Nem tudo precisa ser sobre texto dissertativo-argumentativo

Atualizado: 24 de abr.

A gente já conversou sobre o Enem ter virado o centro de boa parte das aulas do ensino médio brasileiro. Hoje, eu queria trazer essa reflexão para as aulas de produção textual. A gente discute muito, em sala de aula, as tais das 5 competências do Enem para avaliação da redação, concentrando nossos esforços na produção do texto dissertativo-argumentativo.


Prova disso são casos de uso desse texto até mesmo em turmas dos anos finais do ensino fundamental.
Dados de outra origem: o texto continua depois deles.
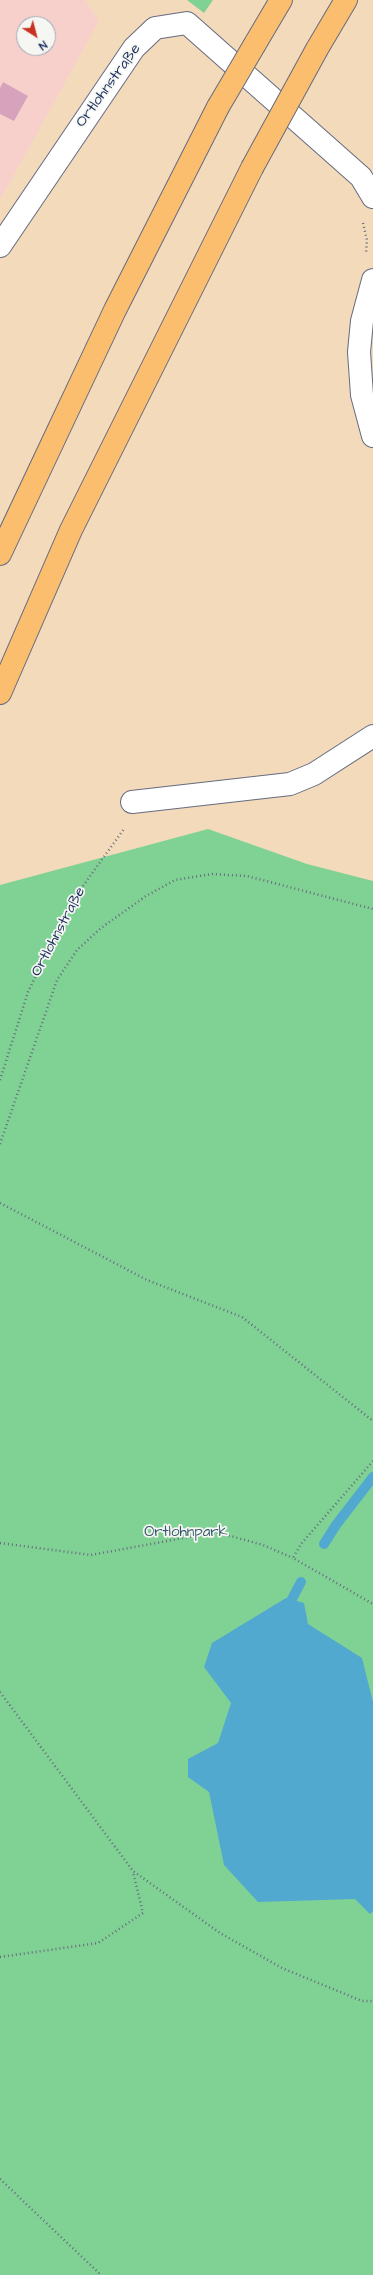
<!DOCTYPE html>
<html>
<head>
<meta charset="utf-8">
<style>
  body { margin:0 }
  #map { position:relative; width:373px; height:2275px; overflow:hidden; background:#f2dabb; font-family:"Architects Daughter",sans-serif }
  canvas { display:block }
  .north { position:absolute; left:16px; top:16px; width:40px; height:40px; box-sizing:border-box; background:#f6f6f2; border:1px solid #9ea6b7; border-radius:50%; rotate:144deg; font-size:11px; font-weight:700; line-height:16px; text-align:center; color:#1b2f5e }
  .north::after { content:''; display:block; margin:auto; width:14px; height:18px; background:#c8321e; clip-path:polygon(50% 0,100% 100%,50% 72%,0 100%) }
</style>
</head>
<body>
<div id="map">
<canvas width="373" height="2275"></canvas>
<div class="north">N</div>
</div>
<script>
const context = document.querySelector('canvas').getContext('2d');
context.lineJoin = 'round';
function fillPath(path, color) { context.fillStyle = color; context.fill(path, 'evenodd'); }
const toPath = rows => new Path2D(rows.map(r => 'M' + r).join(''));
function trace(path, color, width, dash) { context.strokeStyle = color; context.lineWidth = width; context.lineCap = dash ? 'butt' : 'round'; context.setLineDash(dash || []); context.stroke(path); }
function drawText(font, color, halo, rows, align = 'center') {
  context.font = font + ' "Architects Daughter",sans-serif'; context.lineWidth = 3.5; context.setLineDash([]); context.textBaseline = 'middle'; context.strokeStyle = halo; context.fillStyle = color; for (const [text, x, y, turn = 0] of rows) {
    context.save(); context.translate(x, y); context.rotate((+turn || 0) * Math.PI / 180); context.textAlign = isNaN(turn) ? turn : align; if (halo) context.strokeText(text, 0, 0); context.fillText(text, 0, 0); context.restore();
  }
}
const built = toPath([
  [0,0,85,0,99,21,0,200],
  [24,24,48,24,48,48,24,48]
]);
const green = toPath([
  [187,0,213,0,204,13],
  [208,829,307,864,373,881,373,2275,0,2275,0,885]
]);
const water = toPath([
  [286,1598,304,1603,308,1624,362,1658,373,1702,373,1911,370,1914,355,1899,258,1902,224,1865,209,1792,188,1777,188,1759,218,1743,231,1703,204,1667,212,1643]
]);
const stream = toPath([
  [324,1544,336,1525,373,1477],
  [292,1599,301,1582]
]);
const building = toPath([
  [3,82,28,96,14,121,0,114,0,88]
]);
const path = toPath([
  [363,223,367,240,366,253],
  [0,1080,28,992,72,901,124,829],
  [0,1144,57,980,77,950,101,928,146,896,175,880,212,874,247,876,373,909],
  [0,1203,147,1280,242,1317,373,1421],
  [373,1461,301,1544,293,1558,373,1604],
  [0,1543,91,1555,216,1532,263,1545,293,1558],
  [0,1692,133,1871,220,1933,282,1968,362,2001,373,2001],
  [0,1957,98,1943,143,1913,133,1872],
  [0,2179,101,2275]
]);
const minor = toPath([
  [0,246,134,48,155,28,187,23,361,177,373,197],
  [373,280,362,321,359,352,362,395,373,436],
  [132,802,290,784,314,774,373,736]
]);
const motorway = toPath([
  [255,44,281,0],
  [317,49,346,0],
  [0,554,115,310,218,107],
  [0,693,71,530,252,168]
]);
const motorwayBridge = toPath([
  [218,107,255,44],
  [252,168,317,49]
]);
const streetNames = [
  ["Ortlohnstraße",109,86,-54],
  ["Ortlohnstraße",59,932,-62]
];
const parkNames = [
  ["Ortlohnpark",186,1533]
];
fillPath(built, '#f7d0cc');
fillPath(green, '#80d294');
fillPath(water, '#52a9cf');
trace(stream, '#52a9cf', 10);
fillPath(building, '#d7a3bc');
trace(minor, '#666b7f', 24);
trace(motorway, '#666b7f', 24);
trace(path, '#666b7f', 2.5, [1, 3]);
trace(minor, '#fff', 22);
trace(motorway, '#fbbe6e', 22);
trace(motorwayBridge, '#666b7f', 24, []);
trace(motorwayBridge, '#fbbe6e', 22);
drawText('15px', '#1b2f5e', '#f6f6f2', streetNames);
drawText('15px', '#34586c', '#f6f6f2', parkNames);
</script>
</body>
</html>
É difícil pedir ao aluno que não veja redação como fórmula se passamos três anos consecutivos trabalhando predominantemente um mesmo gênero textual.


Em 2015, fui convidado para assumir o laboratório de redação de uma escola e apostei na produção de gêneros textuais diversos para atingir objetivos específicos, pensando a longo prazo. Nesse caminho, tive a chance de explorar a criatividade dos alunos, por meio, especialmente, da escrita criativa e colaborativa. Hoje, essa mesma escola ocupa, por dois anos seguidos, o 1º lugar na nota de redação de seu município.
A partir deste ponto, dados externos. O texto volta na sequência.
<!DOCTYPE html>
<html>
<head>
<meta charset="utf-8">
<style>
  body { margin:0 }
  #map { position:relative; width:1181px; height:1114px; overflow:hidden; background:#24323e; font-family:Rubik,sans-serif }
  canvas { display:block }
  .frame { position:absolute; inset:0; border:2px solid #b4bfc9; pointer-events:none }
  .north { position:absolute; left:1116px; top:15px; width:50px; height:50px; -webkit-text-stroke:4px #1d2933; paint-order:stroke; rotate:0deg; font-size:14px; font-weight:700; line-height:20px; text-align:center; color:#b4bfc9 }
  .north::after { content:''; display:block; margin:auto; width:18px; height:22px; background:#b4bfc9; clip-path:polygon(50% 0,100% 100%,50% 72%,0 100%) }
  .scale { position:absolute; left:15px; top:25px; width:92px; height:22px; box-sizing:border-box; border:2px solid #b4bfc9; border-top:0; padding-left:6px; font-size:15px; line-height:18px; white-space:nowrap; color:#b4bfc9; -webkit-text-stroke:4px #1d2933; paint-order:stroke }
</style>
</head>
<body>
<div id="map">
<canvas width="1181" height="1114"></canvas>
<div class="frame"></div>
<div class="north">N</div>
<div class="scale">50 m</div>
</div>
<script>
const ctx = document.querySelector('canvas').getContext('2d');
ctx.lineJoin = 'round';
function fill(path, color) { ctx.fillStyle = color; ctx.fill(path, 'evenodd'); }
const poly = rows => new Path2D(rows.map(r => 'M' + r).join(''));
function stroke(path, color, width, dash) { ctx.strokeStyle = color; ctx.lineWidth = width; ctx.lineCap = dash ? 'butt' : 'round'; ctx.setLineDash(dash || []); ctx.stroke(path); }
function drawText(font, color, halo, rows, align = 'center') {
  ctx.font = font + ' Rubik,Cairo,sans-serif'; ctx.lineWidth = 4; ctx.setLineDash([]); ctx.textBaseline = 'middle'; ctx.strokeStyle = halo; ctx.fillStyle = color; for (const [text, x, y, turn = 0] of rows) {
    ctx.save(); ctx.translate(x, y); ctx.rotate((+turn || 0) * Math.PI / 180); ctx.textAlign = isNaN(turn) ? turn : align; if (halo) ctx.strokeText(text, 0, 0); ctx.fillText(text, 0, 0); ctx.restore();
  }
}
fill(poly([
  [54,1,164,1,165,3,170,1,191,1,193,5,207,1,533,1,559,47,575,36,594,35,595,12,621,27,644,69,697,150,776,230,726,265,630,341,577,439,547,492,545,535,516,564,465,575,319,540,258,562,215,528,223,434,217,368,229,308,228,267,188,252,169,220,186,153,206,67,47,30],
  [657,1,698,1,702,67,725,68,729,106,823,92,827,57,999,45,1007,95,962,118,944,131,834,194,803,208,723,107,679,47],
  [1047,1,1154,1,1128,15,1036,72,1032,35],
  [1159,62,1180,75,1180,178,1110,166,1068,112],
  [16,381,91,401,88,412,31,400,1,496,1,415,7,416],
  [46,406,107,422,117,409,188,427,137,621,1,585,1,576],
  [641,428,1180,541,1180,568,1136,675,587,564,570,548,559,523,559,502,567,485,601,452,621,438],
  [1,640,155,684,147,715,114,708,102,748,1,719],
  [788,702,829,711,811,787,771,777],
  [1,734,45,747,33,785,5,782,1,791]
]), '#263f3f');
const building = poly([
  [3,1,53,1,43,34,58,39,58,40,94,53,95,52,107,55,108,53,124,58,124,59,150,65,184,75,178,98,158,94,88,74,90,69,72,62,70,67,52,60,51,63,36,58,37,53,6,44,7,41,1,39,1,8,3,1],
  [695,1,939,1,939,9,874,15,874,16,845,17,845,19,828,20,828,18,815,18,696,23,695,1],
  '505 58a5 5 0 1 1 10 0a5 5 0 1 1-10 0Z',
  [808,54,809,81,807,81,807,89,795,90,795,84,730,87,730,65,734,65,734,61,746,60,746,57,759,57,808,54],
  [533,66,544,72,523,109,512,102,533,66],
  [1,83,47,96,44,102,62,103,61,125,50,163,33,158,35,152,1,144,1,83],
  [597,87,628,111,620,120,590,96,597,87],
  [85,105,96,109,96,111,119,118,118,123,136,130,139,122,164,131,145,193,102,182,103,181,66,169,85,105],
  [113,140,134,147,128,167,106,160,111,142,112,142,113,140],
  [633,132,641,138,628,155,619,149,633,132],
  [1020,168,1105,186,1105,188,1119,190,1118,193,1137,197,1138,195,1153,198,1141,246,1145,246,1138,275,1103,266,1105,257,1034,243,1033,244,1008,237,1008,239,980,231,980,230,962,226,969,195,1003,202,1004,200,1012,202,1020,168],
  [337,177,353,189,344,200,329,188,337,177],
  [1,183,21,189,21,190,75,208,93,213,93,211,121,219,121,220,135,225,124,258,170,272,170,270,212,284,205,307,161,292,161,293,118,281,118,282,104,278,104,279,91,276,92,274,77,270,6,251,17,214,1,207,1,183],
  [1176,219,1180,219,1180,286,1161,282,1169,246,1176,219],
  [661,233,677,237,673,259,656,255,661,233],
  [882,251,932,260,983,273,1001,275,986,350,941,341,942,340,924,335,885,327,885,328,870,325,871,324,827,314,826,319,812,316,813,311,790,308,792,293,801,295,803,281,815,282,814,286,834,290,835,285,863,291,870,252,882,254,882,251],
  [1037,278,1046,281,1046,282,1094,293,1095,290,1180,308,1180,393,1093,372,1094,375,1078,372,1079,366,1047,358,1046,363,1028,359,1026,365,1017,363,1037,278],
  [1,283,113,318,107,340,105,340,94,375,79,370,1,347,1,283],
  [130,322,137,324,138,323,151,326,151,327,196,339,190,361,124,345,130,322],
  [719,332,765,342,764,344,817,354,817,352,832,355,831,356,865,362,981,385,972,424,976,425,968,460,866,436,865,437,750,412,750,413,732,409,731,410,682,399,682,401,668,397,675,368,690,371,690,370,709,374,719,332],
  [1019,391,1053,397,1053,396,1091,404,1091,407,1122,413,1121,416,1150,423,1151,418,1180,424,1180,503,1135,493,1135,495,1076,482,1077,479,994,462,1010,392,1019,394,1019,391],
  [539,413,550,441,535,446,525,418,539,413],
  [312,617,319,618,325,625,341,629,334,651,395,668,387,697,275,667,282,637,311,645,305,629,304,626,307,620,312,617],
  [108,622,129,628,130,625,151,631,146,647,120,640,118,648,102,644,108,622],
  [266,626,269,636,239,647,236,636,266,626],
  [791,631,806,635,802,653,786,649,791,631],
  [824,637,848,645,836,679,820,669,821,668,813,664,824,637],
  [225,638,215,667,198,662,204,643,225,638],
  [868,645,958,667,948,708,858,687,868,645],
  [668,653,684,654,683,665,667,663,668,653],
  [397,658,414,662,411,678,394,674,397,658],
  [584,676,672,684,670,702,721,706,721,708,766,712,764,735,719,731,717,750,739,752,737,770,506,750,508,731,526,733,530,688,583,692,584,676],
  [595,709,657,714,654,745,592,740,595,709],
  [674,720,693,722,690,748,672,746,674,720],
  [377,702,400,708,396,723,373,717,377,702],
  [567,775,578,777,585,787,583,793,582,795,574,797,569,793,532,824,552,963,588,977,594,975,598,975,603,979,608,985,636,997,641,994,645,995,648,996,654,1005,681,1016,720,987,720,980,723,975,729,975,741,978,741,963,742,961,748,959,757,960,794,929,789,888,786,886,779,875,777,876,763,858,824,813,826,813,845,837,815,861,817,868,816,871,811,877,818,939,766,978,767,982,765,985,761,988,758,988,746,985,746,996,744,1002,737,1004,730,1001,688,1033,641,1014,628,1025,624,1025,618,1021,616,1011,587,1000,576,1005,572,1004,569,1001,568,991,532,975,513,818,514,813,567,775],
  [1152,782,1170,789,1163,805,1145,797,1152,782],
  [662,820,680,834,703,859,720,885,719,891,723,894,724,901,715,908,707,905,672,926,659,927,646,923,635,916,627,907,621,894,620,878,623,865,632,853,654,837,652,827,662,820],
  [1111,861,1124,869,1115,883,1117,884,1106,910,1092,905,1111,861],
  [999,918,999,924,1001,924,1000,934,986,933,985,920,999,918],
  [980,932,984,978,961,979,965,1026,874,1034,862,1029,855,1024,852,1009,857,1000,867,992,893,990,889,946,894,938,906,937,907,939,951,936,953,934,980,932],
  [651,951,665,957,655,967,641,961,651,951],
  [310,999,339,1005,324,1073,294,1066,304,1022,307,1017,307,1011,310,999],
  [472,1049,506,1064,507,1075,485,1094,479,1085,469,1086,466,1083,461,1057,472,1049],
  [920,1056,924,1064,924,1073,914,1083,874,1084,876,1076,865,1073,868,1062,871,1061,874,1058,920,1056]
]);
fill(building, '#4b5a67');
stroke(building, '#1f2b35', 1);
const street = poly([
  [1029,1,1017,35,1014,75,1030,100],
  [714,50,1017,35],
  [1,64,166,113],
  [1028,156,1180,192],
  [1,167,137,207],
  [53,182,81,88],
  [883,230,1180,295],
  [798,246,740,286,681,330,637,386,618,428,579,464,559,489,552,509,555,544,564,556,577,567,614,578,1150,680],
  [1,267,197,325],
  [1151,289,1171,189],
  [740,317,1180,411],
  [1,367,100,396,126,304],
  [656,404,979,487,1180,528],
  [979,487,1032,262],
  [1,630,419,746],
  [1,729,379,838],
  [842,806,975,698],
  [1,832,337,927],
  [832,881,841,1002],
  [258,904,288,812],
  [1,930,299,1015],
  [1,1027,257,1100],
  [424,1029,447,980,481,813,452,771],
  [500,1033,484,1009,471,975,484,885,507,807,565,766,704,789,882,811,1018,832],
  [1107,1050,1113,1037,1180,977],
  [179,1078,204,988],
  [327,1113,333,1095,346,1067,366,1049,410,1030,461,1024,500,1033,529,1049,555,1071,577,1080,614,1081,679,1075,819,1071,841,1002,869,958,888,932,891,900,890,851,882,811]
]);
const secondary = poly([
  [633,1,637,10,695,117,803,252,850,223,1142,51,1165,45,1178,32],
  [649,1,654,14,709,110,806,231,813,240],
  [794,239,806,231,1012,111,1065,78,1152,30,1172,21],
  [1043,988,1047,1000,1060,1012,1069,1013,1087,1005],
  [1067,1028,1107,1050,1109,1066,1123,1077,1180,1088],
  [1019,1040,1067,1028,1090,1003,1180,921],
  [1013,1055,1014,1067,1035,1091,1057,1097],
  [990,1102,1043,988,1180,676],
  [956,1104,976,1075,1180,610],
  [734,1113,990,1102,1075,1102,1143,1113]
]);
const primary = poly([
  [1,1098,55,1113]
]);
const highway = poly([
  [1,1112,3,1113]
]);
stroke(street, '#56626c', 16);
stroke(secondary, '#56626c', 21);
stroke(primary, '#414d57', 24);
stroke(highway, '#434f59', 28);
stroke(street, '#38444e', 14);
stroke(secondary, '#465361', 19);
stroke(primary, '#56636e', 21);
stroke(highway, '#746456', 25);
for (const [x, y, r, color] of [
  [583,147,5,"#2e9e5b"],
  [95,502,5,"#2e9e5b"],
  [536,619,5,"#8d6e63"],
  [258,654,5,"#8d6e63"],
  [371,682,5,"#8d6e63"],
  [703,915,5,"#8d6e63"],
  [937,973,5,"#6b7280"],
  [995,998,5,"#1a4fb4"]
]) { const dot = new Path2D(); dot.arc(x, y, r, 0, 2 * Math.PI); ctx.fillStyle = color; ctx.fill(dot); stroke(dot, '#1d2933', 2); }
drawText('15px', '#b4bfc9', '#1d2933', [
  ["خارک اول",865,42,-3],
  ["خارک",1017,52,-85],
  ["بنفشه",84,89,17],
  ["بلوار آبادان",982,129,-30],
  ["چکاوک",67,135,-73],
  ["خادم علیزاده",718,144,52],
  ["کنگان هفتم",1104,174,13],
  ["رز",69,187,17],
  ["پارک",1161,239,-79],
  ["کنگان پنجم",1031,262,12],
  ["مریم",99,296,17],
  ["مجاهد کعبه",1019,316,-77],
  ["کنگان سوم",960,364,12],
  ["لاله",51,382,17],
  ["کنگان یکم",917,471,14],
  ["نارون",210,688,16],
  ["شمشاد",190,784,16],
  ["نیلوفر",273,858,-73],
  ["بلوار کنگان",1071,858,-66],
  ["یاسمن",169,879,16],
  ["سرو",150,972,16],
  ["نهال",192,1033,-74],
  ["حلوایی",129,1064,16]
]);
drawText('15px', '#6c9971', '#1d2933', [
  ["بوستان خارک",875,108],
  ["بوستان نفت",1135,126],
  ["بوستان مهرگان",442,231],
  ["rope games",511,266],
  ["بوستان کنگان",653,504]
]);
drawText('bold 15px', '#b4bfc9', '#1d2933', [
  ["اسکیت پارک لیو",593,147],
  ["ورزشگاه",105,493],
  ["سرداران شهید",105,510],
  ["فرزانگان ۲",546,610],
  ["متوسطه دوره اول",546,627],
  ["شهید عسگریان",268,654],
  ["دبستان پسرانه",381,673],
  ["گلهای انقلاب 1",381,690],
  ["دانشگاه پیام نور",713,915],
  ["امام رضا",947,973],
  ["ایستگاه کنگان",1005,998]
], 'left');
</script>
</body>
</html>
Veja bem: o foco desse relato não sou eu, mas minha prática. A gente recebe tanta pressão para bons resultados no Enem que parece se esquecer de que todo gênero textual vai demandar do redator competências tais como coesão textual, coerência de ideias, fidelidade à proposta temática oferecida, adequação na escolha de registro…


Se a redação do Enem fosse um álbum de figurinhas, ele certamente poderia ser completado com o exercício de outros gêneros textuais, que desenvolverão pontos específicos do que é preciso para escrever um “texto 900+”. Ou não?